» **Try it**:
Go through the records below line by line, counting those that contain the word "data"; answer with the count only.

» **Extracted entries**:
========================================================================

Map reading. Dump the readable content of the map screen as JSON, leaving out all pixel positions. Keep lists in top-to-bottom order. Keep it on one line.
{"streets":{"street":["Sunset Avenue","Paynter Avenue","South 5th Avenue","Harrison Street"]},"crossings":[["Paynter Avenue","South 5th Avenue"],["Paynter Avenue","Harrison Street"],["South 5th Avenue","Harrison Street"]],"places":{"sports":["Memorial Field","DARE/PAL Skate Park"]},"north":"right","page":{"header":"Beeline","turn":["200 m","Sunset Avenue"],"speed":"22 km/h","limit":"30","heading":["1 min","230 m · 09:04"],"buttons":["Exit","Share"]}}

========================================================================

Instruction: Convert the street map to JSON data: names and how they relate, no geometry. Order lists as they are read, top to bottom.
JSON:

========================================================================

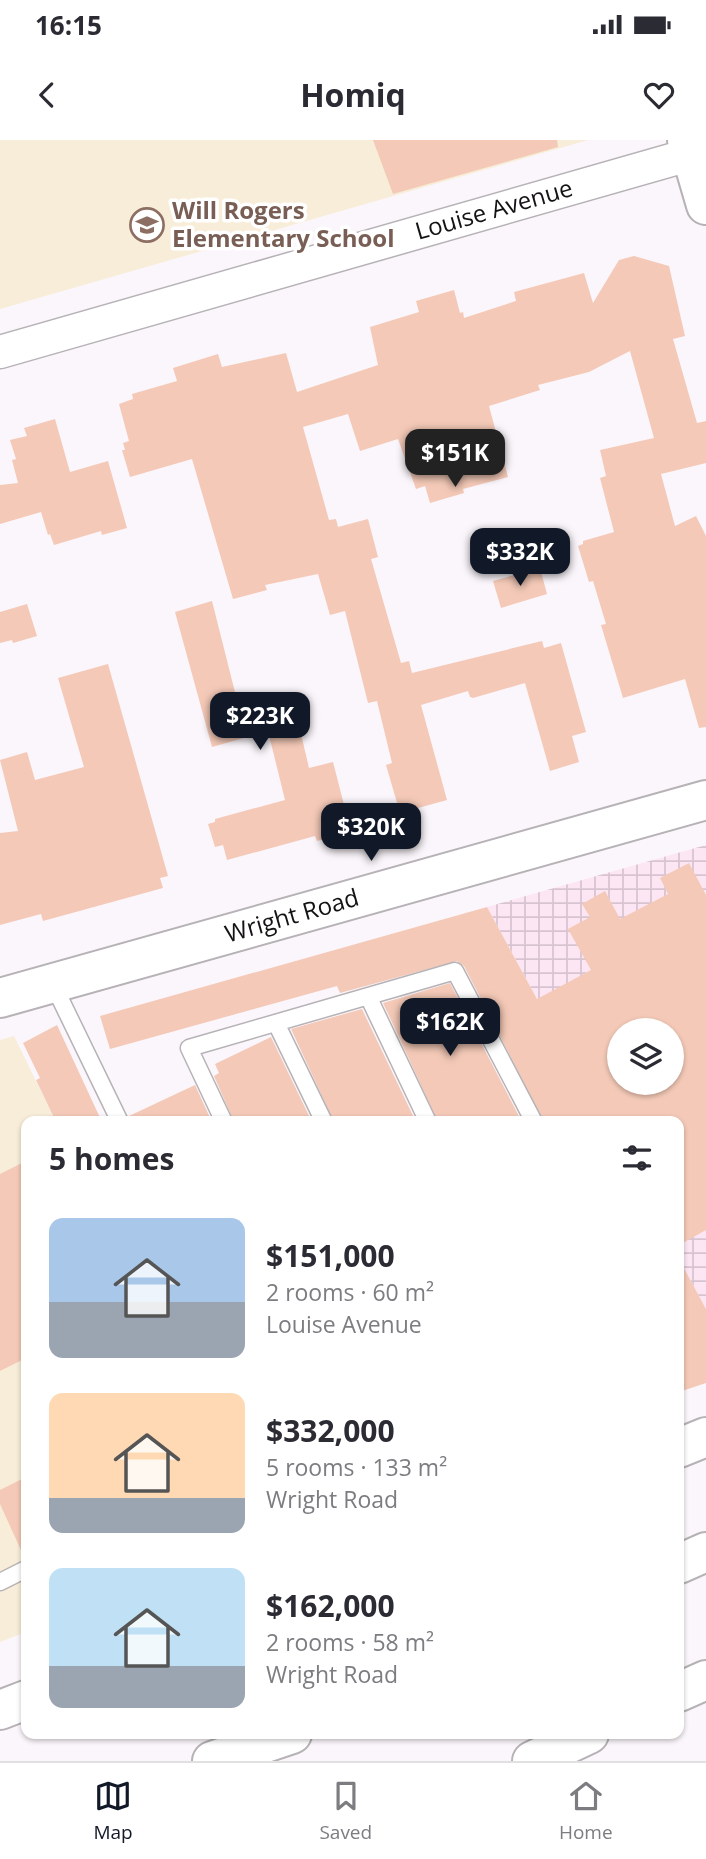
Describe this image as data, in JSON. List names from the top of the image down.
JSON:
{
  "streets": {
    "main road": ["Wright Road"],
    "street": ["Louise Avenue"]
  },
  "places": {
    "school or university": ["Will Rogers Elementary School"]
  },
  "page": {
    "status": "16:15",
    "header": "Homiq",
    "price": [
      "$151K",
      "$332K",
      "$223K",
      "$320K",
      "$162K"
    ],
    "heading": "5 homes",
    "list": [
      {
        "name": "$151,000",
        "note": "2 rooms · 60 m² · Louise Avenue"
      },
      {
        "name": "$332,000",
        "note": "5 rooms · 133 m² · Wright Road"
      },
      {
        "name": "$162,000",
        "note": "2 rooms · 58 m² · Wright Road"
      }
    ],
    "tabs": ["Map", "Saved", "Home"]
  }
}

========================================================================

» **Result of this exercise**:
2